EXERCISE OBJECTIVE |
Output the listing verbatim, leaving out every picture.
────────────────
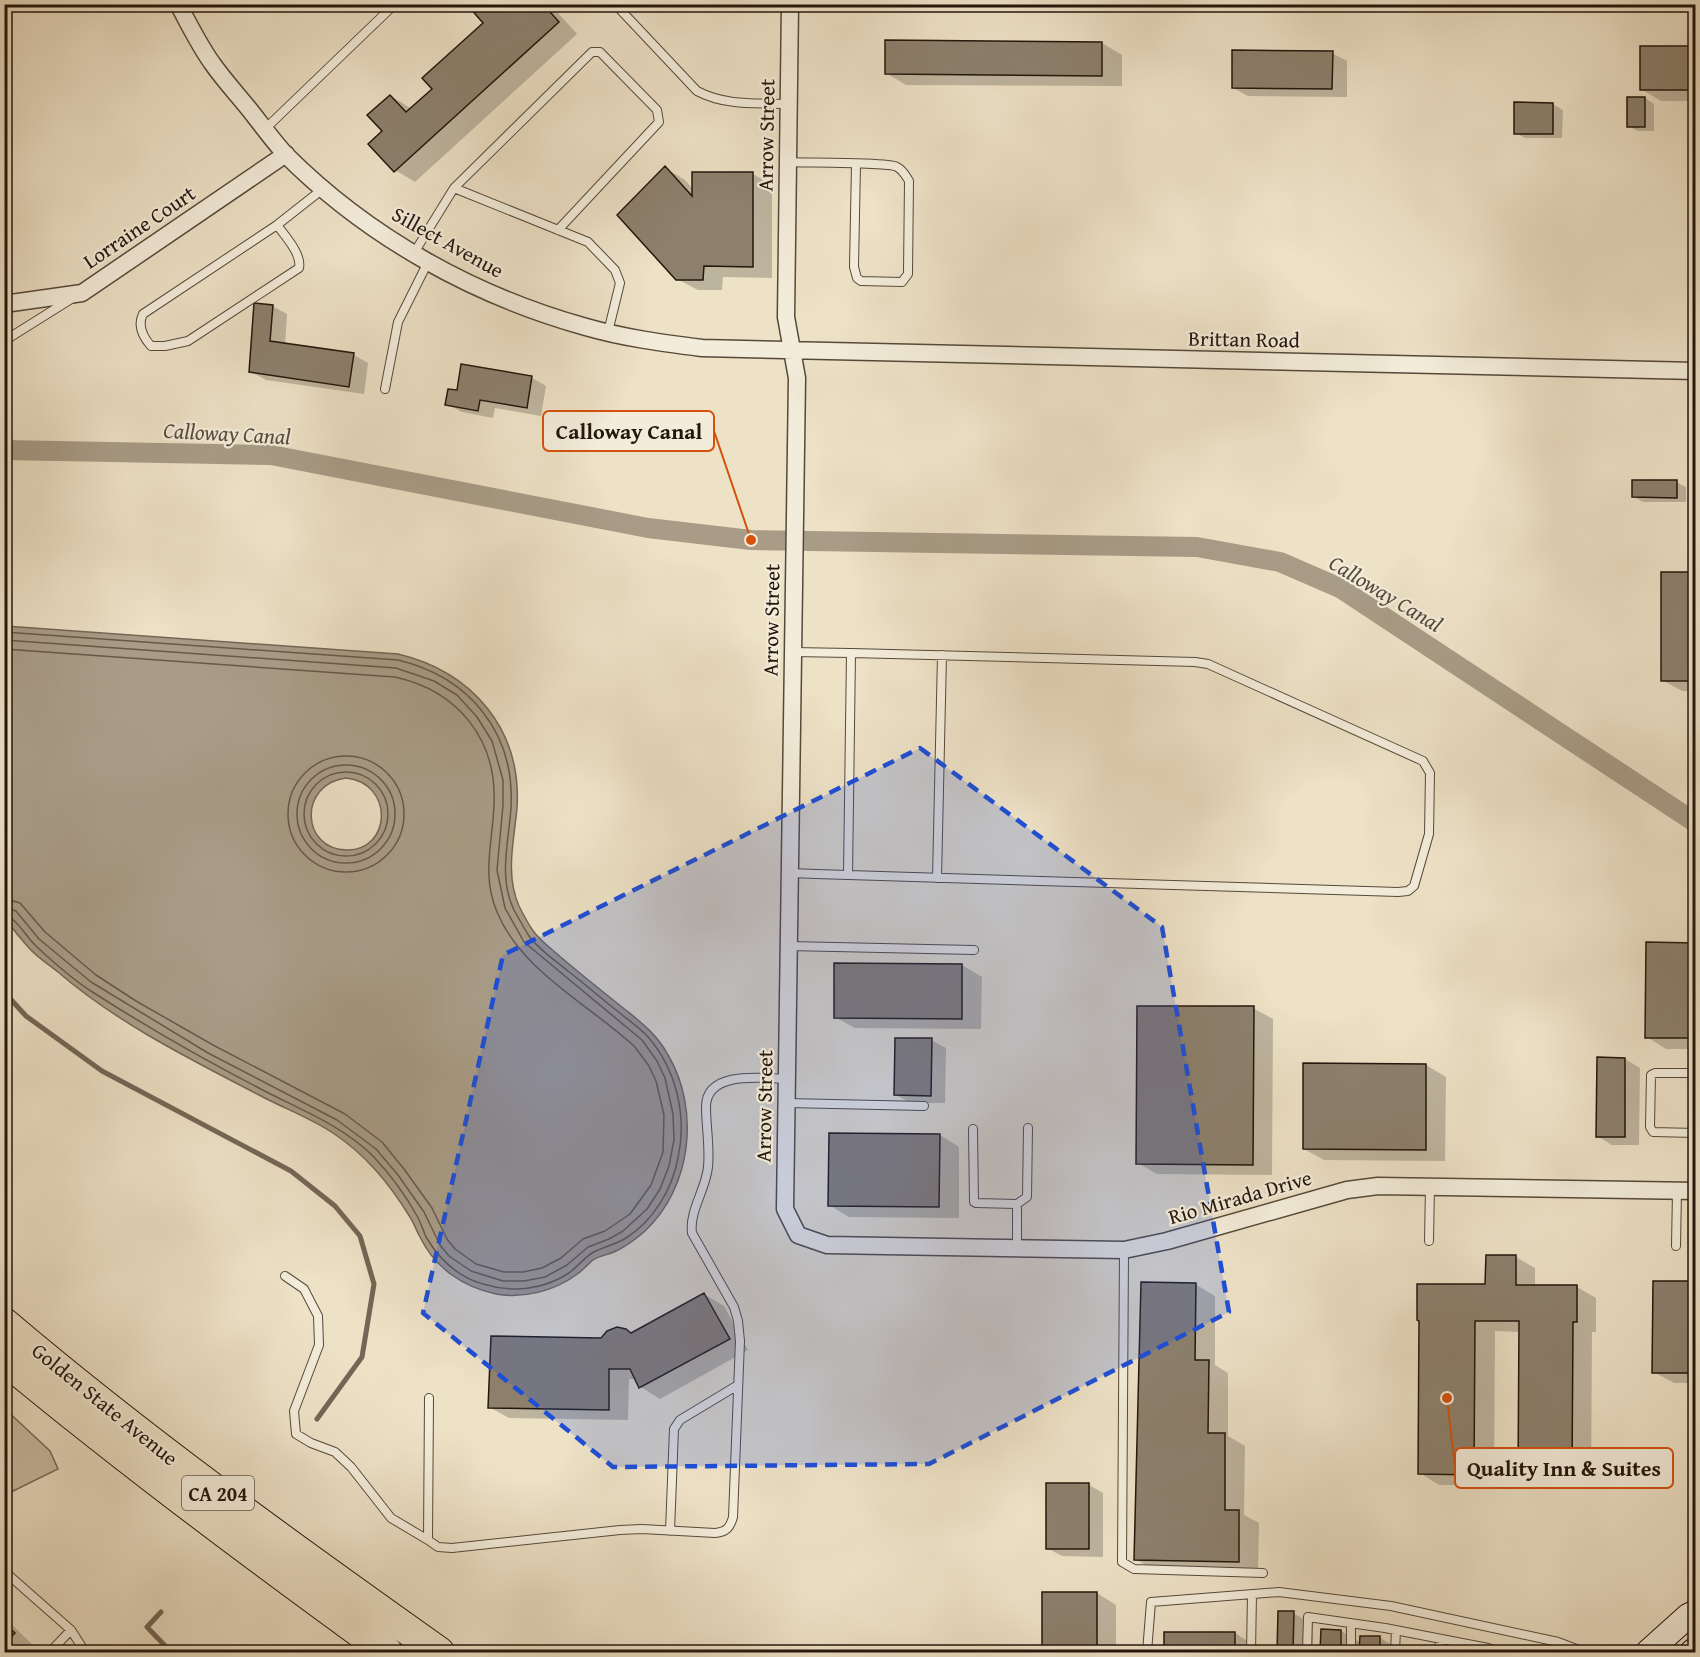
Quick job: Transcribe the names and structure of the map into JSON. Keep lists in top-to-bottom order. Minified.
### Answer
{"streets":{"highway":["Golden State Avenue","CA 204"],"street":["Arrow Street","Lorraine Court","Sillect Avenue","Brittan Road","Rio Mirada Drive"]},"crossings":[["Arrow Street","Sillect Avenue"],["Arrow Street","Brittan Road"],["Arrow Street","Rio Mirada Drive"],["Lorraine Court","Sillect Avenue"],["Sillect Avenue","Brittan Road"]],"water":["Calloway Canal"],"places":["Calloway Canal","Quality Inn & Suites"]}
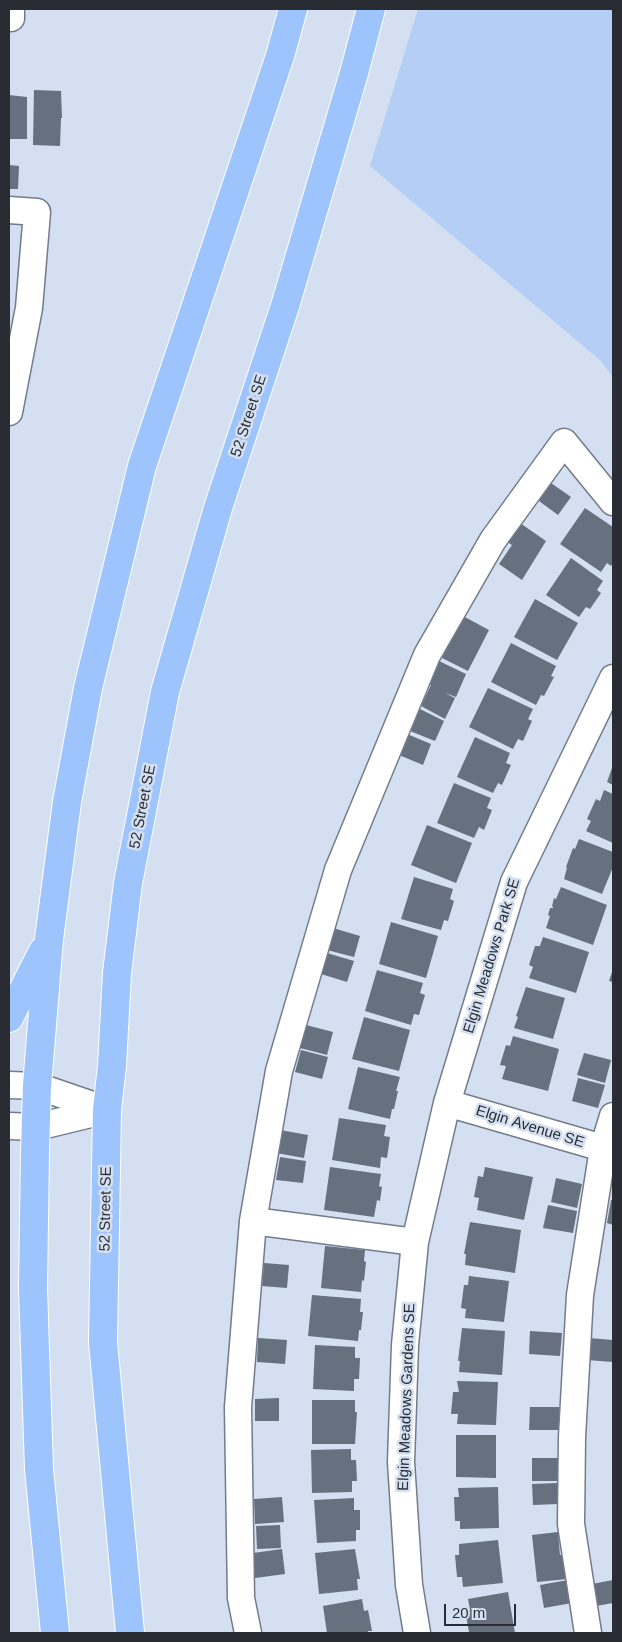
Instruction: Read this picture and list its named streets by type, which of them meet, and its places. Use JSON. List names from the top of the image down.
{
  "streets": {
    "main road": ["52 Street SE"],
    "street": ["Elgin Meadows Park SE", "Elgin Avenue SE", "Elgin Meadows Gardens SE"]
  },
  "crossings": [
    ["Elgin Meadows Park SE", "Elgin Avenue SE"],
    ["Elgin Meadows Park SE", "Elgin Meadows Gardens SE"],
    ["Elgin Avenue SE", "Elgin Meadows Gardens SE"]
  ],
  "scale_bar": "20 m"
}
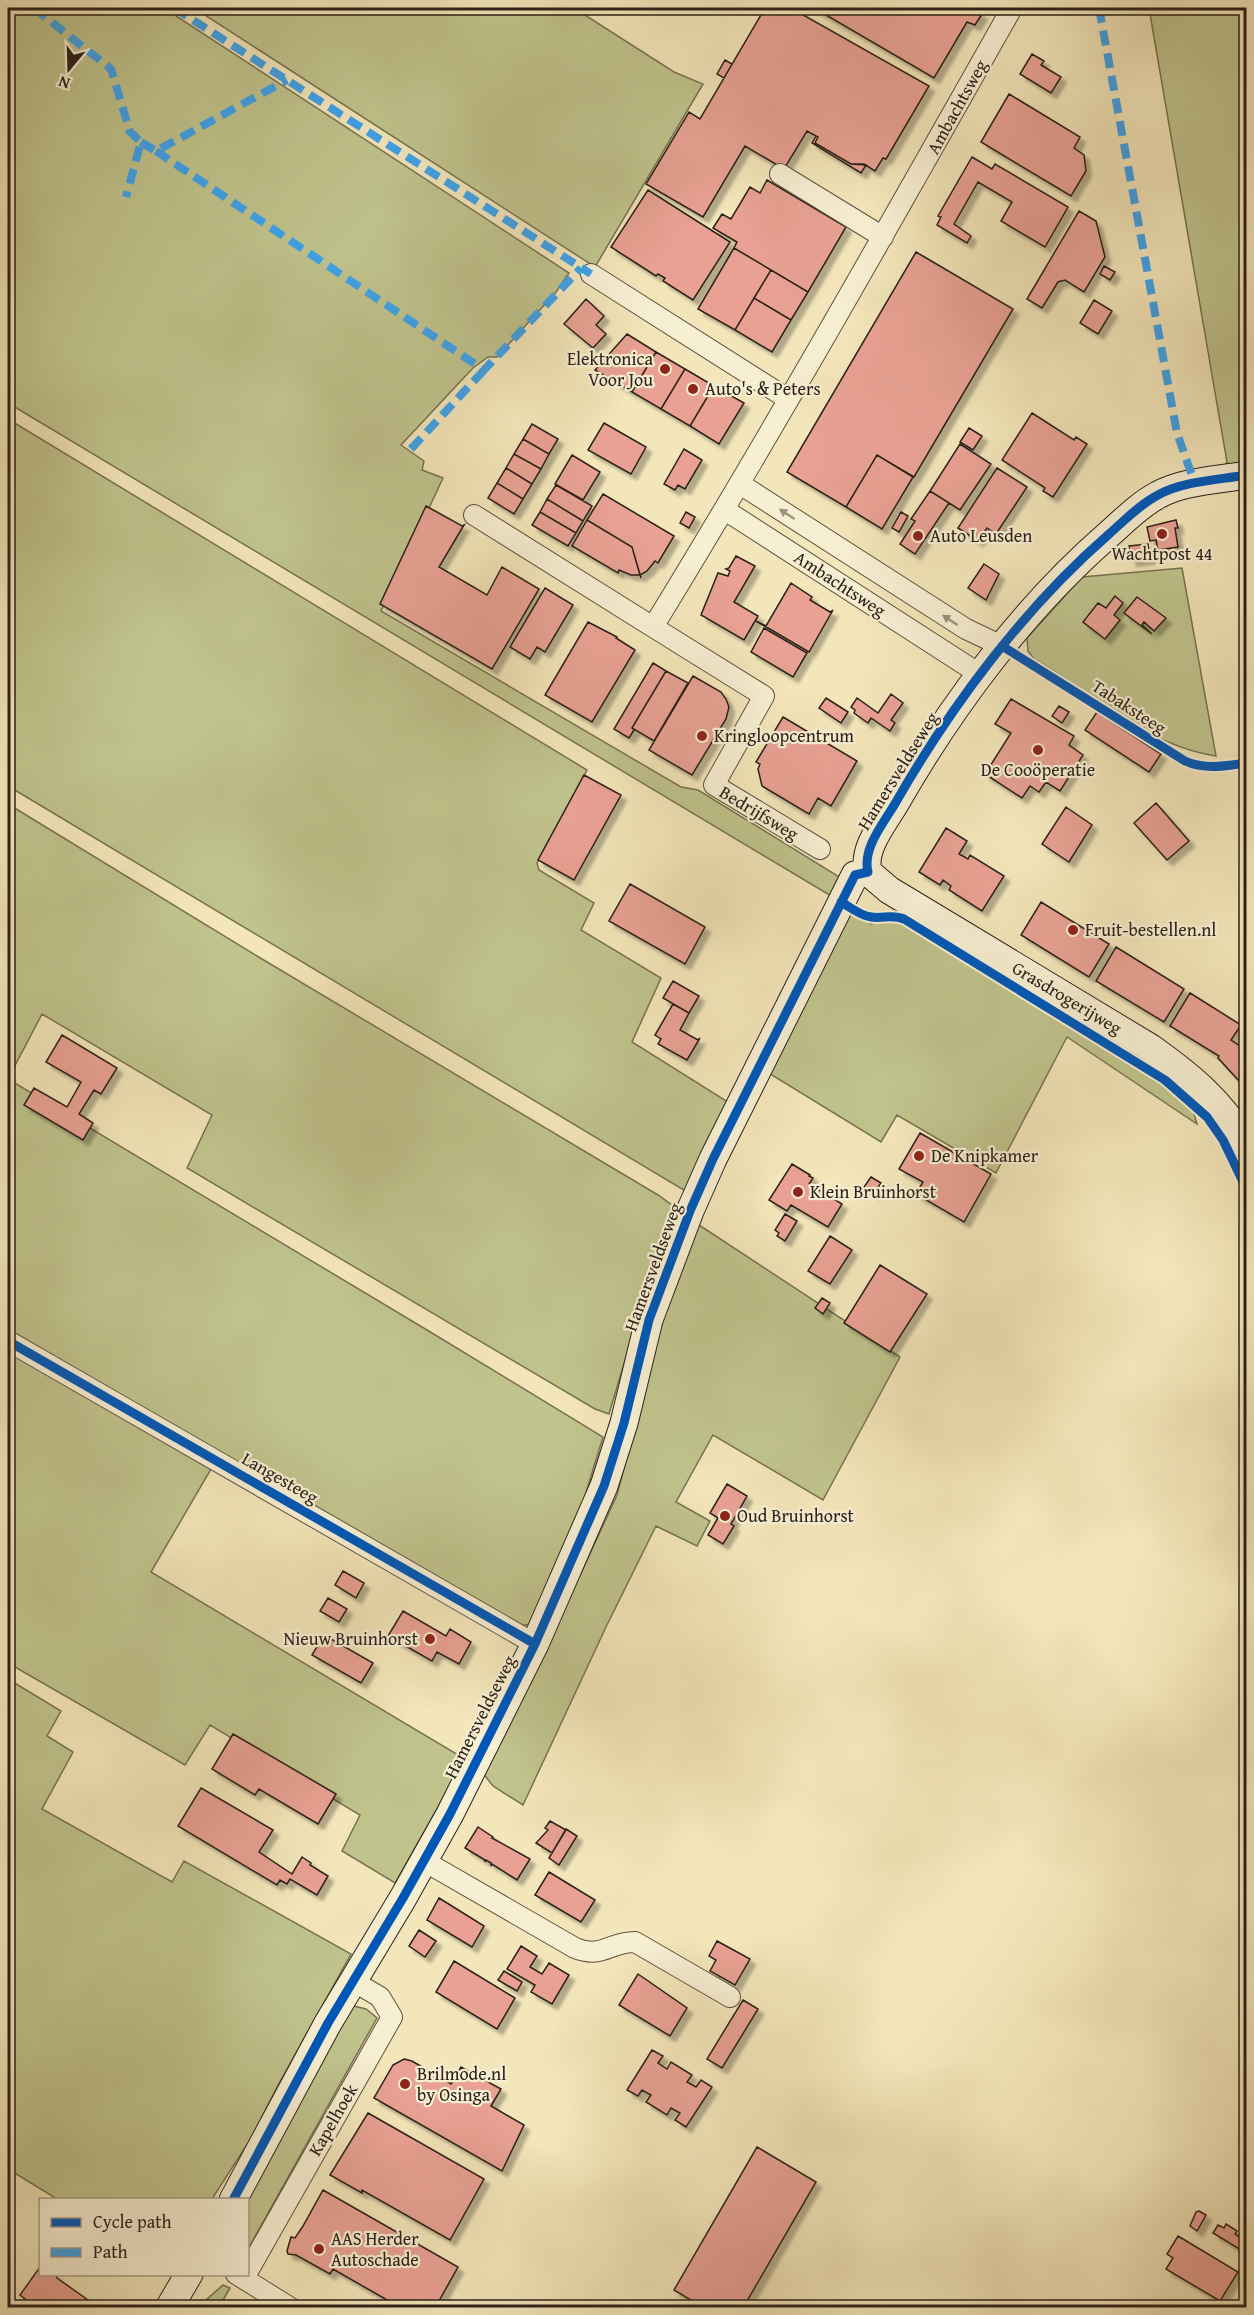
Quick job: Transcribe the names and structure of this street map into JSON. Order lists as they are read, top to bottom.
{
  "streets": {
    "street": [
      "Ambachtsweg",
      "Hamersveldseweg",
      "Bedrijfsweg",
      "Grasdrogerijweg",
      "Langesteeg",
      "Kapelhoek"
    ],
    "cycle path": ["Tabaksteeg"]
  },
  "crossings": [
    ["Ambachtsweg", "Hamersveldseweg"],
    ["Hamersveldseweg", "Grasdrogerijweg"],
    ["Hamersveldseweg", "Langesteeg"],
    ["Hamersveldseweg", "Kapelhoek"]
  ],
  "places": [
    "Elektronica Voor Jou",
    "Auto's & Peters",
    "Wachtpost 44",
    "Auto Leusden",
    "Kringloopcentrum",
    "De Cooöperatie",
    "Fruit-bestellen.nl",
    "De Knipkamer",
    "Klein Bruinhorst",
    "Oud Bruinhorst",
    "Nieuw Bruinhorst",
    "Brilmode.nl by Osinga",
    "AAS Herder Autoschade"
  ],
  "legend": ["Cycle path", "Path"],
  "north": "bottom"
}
────────────────
WRITTEN SOLUTION |
Quick job: Transcribe the names and structure of the map into JSON. Keep lists in top-to-bottom order. Minified.
### Answer
{"streets":{"highway":["Golden State Avenue","CA 204"],"street":["Arrow Street","Lorraine Court","Sillect Avenue","Brittan Road","Rio Mirada Drive"]},"crossings":[["Arrow Street","Sillect Avenue"],["Arrow Street","Brittan Road"],["Arrow Street","Rio Mirada Drive"],["Lorraine Court","Sillect Avenue"],["Sillect Avenue","Brittan Road"]],"water":["Calloway Canal"],"places":["Calloway Canal","Quality Inn & Suites"]}
Instruction: Read this picture and list its named streets by type, which of them meet, and its places. Use JSON. List names from the top of the image down.
{
  "streets": {
    "main road": ["52 Street SE"],
    "street": ["Elgin Meadows Park SE", "Elgin Avenue SE", "Elgin Meadows Gardens SE"]
  },
  "crossings": [
    ["Elgin Meadows Park SE", "Elgin Avenue SE"],
    ["Elgin Meadows Park SE", "Elgin Meadows Gardens SE"],
    ["Elgin Avenue SE", "Elgin Meadows Gardens SE"]
  ],
  "scale_bar": "20 m"
}
Quick job: Transcribe the names and structure of this street map into JSON. Order lists as they are read, top to bottom.
{
  "streets": {
    "street": [
      "Ambachtsweg",
      "Hamersveldseweg",
      "Bedrijfsweg",
      "Grasdrogerijweg",
      "Langesteeg",
      "Kapelhoek"
    ],
    "cycle path": ["Tabaksteeg"]
  },
  "crossings": [
    ["Ambachtsweg", "Hamersveldseweg"],
    ["Hamersveldseweg", "Grasdrogerijweg"],
    ["Hamersveldseweg", "Langesteeg"],
    ["Hamersveldseweg", "Kapelhoek"]
  ],
  "places": [
    "Elektronica Voor Jou",
    "Auto's & Peters",
    "Wachtpost 44",
    "Auto Leusden",
    "Kringloopcentrum",
    "De Cooöperatie",
    "Fruit-bestellen.nl",
    "De Knipkamer",
    "Klein Bruinhorst",
    "Oud Bruinhorst",
    "Nieuw Bruinhorst",
    "Brilmode.nl by Osinga",
    "AAS Herder Autoschade"
  ],
  "legend": ["Cycle path", "Path"],
  "north": "bottom"
}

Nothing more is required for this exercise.